[Records excerpted from a collection]
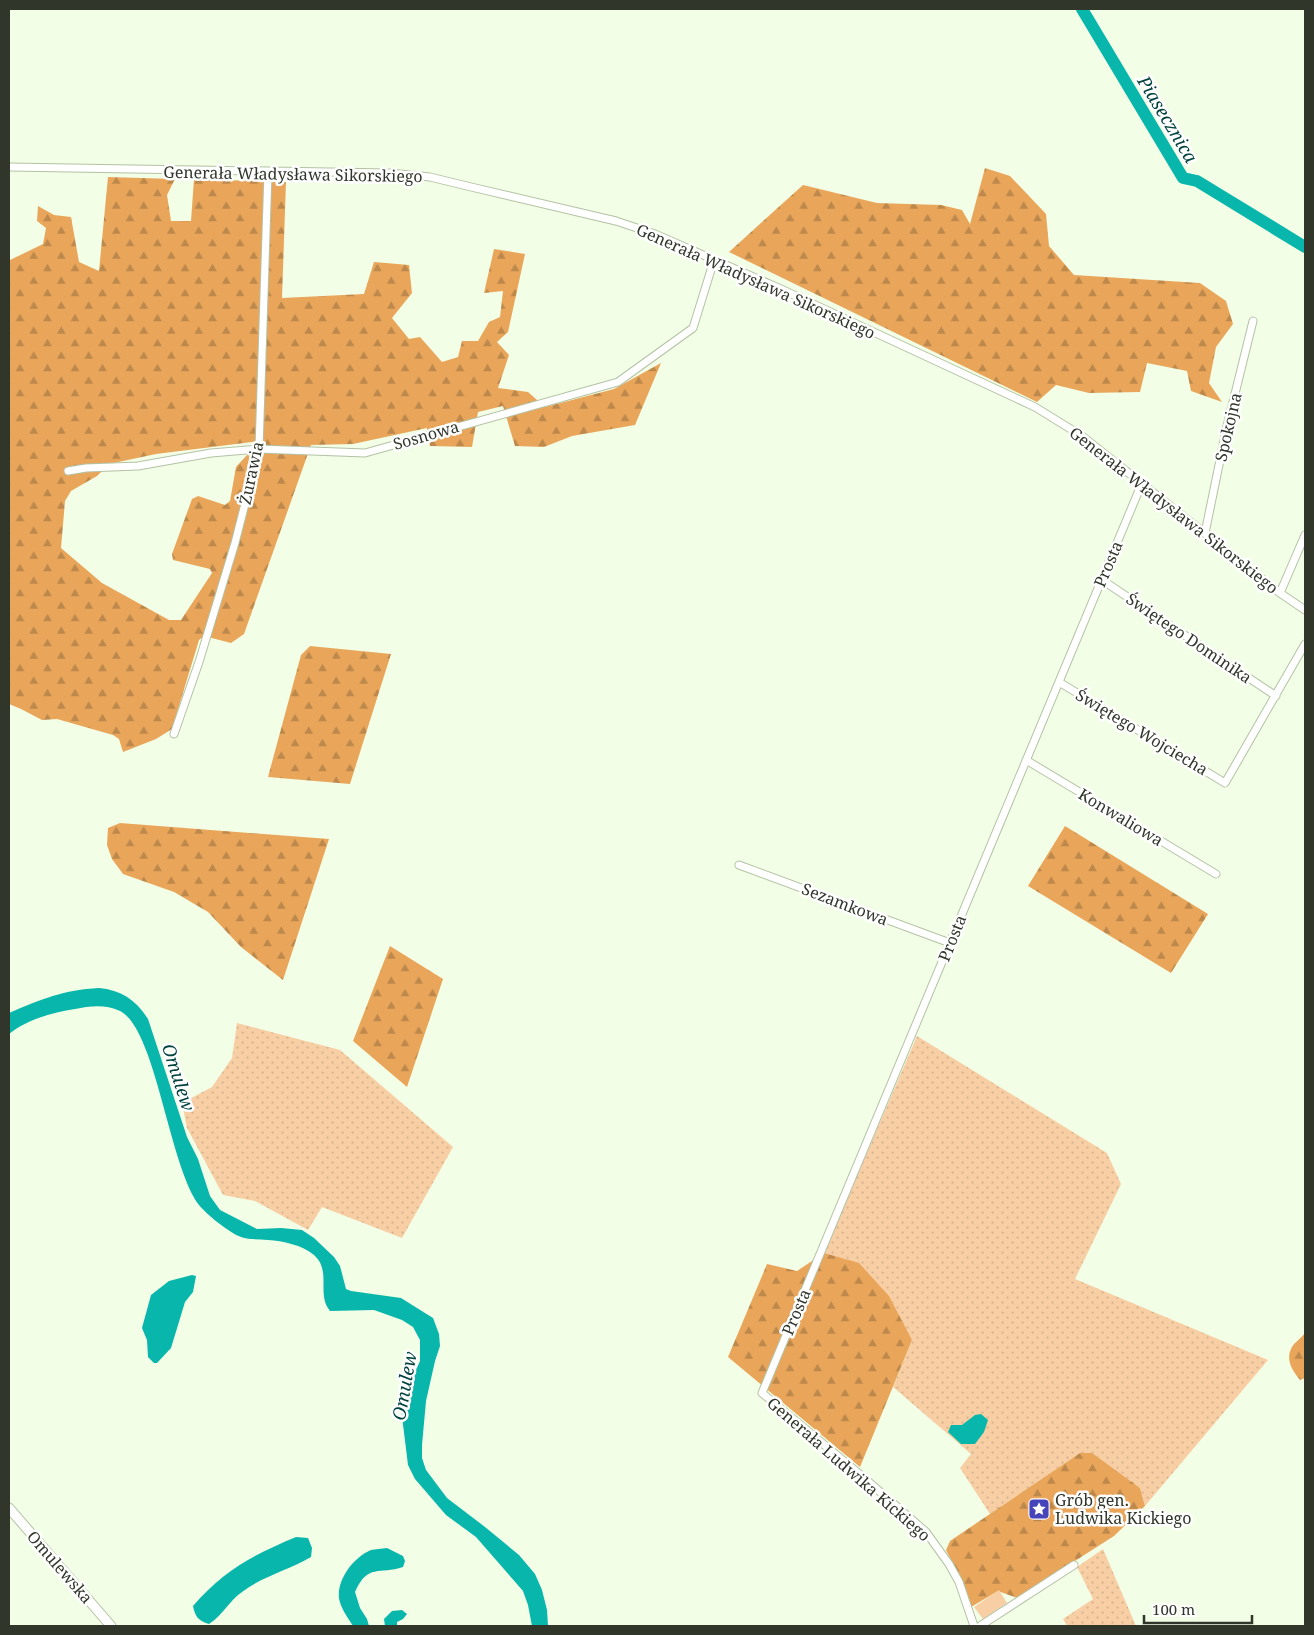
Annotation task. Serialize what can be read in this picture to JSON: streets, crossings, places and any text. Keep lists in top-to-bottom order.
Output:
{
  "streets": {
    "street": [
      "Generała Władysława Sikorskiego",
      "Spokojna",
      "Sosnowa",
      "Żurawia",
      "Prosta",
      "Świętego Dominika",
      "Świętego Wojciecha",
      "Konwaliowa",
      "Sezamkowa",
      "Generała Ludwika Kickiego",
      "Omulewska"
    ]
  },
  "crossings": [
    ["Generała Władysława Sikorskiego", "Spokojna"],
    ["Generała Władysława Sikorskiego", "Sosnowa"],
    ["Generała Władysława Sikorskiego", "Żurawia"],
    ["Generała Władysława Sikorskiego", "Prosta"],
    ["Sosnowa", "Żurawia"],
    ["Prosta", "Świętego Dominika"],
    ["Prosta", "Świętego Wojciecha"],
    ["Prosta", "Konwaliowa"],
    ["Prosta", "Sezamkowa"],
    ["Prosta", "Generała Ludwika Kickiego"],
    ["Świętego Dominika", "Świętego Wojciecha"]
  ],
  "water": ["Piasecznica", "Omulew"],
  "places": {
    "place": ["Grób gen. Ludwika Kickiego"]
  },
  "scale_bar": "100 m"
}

## Directions for this task
What you output must match the data exactly, apart from the pictures, which are left out.

## Task response
Annotation task. Serialize what can be read in this picture to JSON: streets, crossings, places and any text. Keep lists in top-to-bottom order.
Output:
{
  "streets": {
    "street": [
      "Generała Władysława Sikorskiego",
      "Spokojna",
      "Sosnowa",
      "Żurawia",
      "Prosta",
      "Świętego Dominika",
      "Świętego Wojciecha",
      "Konwaliowa",
      "Sezamkowa",
      "Generała Ludwika Kickiego",
      "Omulewska"
    ]
  },
  "crossings": [
    ["Generała Władysława Sikorskiego", "Spokojna"],
    ["Generała Władysława Sikorskiego", "Sosnowa"],
    ["Generała Władysława Sikorskiego", "Żurawia"],
    ["Generała Władysława Sikorskiego", "Prosta"],
    ["Sosnowa", "Żurawia"],
    ["Prosta", "Świętego Dominika"],
    ["Prosta", "Świętego Wojciecha"],
    ["Prosta", "Konwaliowa"],
    ["Prosta", "Sezamkowa"],
    ["Prosta", "Generała Ludwika Kickiego"],
    ["Świętego Dominika", "Świętego Wojciecha"]
  ],
  "water": ["Piasecznica", "Omulew"],
  "places": {
    "place": ["Grób gen. Ludwika Kickiego"]
  },
  "scale_bar": "100 m"
}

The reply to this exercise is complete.